Assignment: Copy the whole listing verbatim.

Data shown:

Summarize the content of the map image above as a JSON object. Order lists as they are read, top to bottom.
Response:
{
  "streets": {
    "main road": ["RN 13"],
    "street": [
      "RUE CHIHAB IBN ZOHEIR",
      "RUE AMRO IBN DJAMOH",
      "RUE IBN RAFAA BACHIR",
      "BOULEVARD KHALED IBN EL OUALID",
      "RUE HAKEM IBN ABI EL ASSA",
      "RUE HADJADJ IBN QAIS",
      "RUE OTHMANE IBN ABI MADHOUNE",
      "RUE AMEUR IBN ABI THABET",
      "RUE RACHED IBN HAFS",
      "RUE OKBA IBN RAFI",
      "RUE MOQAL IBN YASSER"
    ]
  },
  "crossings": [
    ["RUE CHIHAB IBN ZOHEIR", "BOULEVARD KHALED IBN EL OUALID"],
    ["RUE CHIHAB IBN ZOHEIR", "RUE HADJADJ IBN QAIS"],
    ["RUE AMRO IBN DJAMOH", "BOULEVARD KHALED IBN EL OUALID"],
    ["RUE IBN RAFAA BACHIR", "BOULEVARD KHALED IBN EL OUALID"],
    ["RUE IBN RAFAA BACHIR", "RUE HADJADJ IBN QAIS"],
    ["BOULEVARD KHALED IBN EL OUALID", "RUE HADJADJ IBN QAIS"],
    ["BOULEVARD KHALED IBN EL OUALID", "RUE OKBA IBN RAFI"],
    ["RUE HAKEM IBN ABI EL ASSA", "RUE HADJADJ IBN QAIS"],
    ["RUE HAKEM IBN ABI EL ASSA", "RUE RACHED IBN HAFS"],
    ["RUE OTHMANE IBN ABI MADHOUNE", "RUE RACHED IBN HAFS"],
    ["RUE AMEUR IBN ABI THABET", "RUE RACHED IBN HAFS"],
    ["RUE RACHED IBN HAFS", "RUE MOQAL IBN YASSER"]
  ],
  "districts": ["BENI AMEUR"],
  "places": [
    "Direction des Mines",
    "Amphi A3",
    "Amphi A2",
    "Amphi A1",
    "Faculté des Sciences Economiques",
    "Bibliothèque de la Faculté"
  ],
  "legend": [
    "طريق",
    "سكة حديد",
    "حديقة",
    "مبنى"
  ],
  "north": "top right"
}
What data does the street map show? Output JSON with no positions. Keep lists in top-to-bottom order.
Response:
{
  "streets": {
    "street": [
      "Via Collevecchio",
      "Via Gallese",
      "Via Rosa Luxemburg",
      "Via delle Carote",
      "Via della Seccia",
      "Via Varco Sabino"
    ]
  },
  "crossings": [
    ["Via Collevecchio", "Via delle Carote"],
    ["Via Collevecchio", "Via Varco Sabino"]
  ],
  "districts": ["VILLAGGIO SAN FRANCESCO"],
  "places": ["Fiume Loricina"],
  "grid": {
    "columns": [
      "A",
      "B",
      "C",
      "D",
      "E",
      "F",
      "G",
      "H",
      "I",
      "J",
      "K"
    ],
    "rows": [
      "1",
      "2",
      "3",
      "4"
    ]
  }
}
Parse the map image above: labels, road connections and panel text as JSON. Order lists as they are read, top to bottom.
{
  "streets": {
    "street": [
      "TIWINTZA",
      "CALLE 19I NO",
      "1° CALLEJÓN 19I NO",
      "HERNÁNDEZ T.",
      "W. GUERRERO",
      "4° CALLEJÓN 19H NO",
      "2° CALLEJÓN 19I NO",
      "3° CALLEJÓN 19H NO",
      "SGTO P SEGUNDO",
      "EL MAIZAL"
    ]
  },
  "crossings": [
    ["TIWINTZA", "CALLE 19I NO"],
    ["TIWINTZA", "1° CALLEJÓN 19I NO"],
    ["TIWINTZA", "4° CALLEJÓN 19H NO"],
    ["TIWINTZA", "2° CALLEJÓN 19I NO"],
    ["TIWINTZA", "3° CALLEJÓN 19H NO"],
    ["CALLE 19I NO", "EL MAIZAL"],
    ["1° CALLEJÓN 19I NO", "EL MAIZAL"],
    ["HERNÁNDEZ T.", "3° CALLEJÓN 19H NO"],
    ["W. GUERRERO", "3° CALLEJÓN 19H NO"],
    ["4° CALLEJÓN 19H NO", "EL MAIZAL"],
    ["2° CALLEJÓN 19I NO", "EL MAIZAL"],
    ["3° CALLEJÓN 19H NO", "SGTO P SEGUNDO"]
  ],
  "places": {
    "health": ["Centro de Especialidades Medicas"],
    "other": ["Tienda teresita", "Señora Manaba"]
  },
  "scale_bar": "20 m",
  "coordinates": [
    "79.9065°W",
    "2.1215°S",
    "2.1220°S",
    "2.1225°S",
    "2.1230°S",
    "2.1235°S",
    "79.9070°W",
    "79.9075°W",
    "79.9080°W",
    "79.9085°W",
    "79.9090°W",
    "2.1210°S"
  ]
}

Problem solution:
Summarize the content of the map image above as a JSON object. Order lists as they are read, top to bottom.
Response:
{
  "streets": {
    "main road": ["RN 13"],
    "street": [
      "RUE CHIHAB IBN ZOHEIR",
      "RUE AMRO IBN DJAMOH",
      "RUE IBN RAFAA BACHIR",
      "BOULEVARD KHALED IBN EL OUALID",
      "RUE HAKEM IBN ABI EL ASSA",
      "RUE HADJADJ IBN QAIS",
      "RUE OTHMANE IBN ABI MADHOUNE",
      "RUE AMEUR IBN ABI THABET",
      "RUE RACHED IBN HAFS",
      "RUE OKBA IBN RAFI",
      "RUE MOQAL IBN YASSER"
    ]
  },
  "crossings": [
    ["RUE CHIHAB IBN ZOHEIR", "BOULEVARD KHALED IBN EL OUALID"],
    ["RUE CHIHAB IBN ZOHEIR", "RUE HADJADJ IBN QAIS"],
    ["RUE AMRO IBN DJAMOH", "BOULEVARD KHALED IBN EL OUALID"],
    ["RUE IBN RAFAA BACHIR", "BOULEVARD KHALED IBN EL OUALID"],
    ["RUE IBN RAFAA BACHIR", "RUE HADJADJ IBN QAIS"],
    ["BOULEVARD KHALED IBN EL OUALID", "RUE HADJADJ IBN QAIS"],
    ["BOULEVARD KHALED IBN EL OUALID", "RUE OKBA IBN RAFI"],
    ["RUE HAKEM IBN ABI EL ASSA", "RUE HADJADJ IBN QAIS"],
    ["RUE HAKEM IBN ABI EL ASSA", "RUE RACHED IBN HAFS"],
    ["RUE OTHMANE IBN ABI MADHOUNE", "RUE RACHED IBN HAFS"],
    ["RUE AMEUR IBN ABI THABET", "RUE RACHED IBN HAFS"],
    ["RUE RACHED IBN HAFS", "RUE MOQAL IBN YASSER"]
  ],
  "districts": ["BENI AMEUR"],
  "places": [
    "Direction des Mines",
    "Amphi A3",
    "Amphi A2",
    "Amphi A1",
    "Faculté des Sciences Economiques",
    "Bibliothèque de la Faculté"
  ],
  "legend": [
    "طريق",
    "سكة حديد",
    "حديقة",
    "مبنى"
  ],
  "north": "top right"
}
What data does the street map show? Output JSON with no positions. Keep lists in top-to-bottom order.
Response:
{
  "streets": {
    "street": [
      "Via Collevecchio",
      "Via Gallese",
      "Via Rosa Luxemburg",
      "Via delle Carote",
      "Via della Seccia",
      "Via Varco Sabino"
    ]
  },
  "crossings": [
    ["Via Collevecchio", "Via delle Carote"],
    ["Via Collevecchio", "Via Varco Sabino"]
  ],
  "districts": ["VILLAGGIO SAN FRANCESCO"],
  "places": ["Fiume Loricina"],
  "grid": {
    "columns": [
      "A",
      "B",
      "C",
      "D",
      "E",
      "F",
      "G",
      "H",
      "I",
      "J",
      "K"
    ],
    "rows": [
      "1",
      "2",
      "3",
      "4"
    ]
  }
}
Parse the map image above: labels, road connections and panel text as JSON. Order lists as they are read, top to bottom.
{
  "streets": {
    "street": [
      "TIWINTZA",
      "CALLE 19I NO",
      "1° CALLEJÓN 19I NO",
      "HERNÁNDEZ T.",
      "W. GUERRERO",
      "4° CALLEJÓN 19H NO",
      "2° CALLEJÓN 19I NO",
      "3° CALLEJÓN 19H NO",
      "SGTO P SEGUNDO",
      "EL MAIZAL"
    ]
  },
  "crossings": [
    ["TIWINTZA", "CALLE 19I NO"],
    ["TIWINTZA", "1° CALLEJÓN 19I NO"],
    ["TIWINTZA", "4° CALLEJÓN 19H NO"],
    ["TIWINTZA", "2° CALLEJÓN 19I NO"],
    ["TIWINTZA", "3° CALLEJÓN 19H NO"],
    ["CALLE 19I NO", "EL MAIZAL"],
    ["1° CALLEJÓN 19I NO", "EL MAIZAL"],
    ["HERNÁNDEZ T.", "3° CALLEJÓN 19H NO"],
    ["W. GUERRERO", "3° CALLEJÓN 19H NO"],
    ["4° CALLEJÓN 19H NO", "EL MAIZAL"],
    ["2° CALLEJÓN 19I NO", "EL MAIZAL"],
    ["3° CALLEJÓN 19H NO", "SGTO P SEGUNDO"]
  ],
  "places": {
    "health": ["Centro de Especialidades Medicas"],
    "other": ["Tienda teresita", "Señora Manaba"]
  },
  "scale_bar": "20 m",
  "coordinates": [
    "79.9065°W",
    "2.1215°S",
    "2.1220°S",
    "2.1225°S",
    "2.1230°S",
    "2.1235°S",
    "79.9070°W",
    "79.9075°W",
    "79.9080°W",
    "79.9085°W",
    "79.9090°W",
    "2.1210°S"
  ]
}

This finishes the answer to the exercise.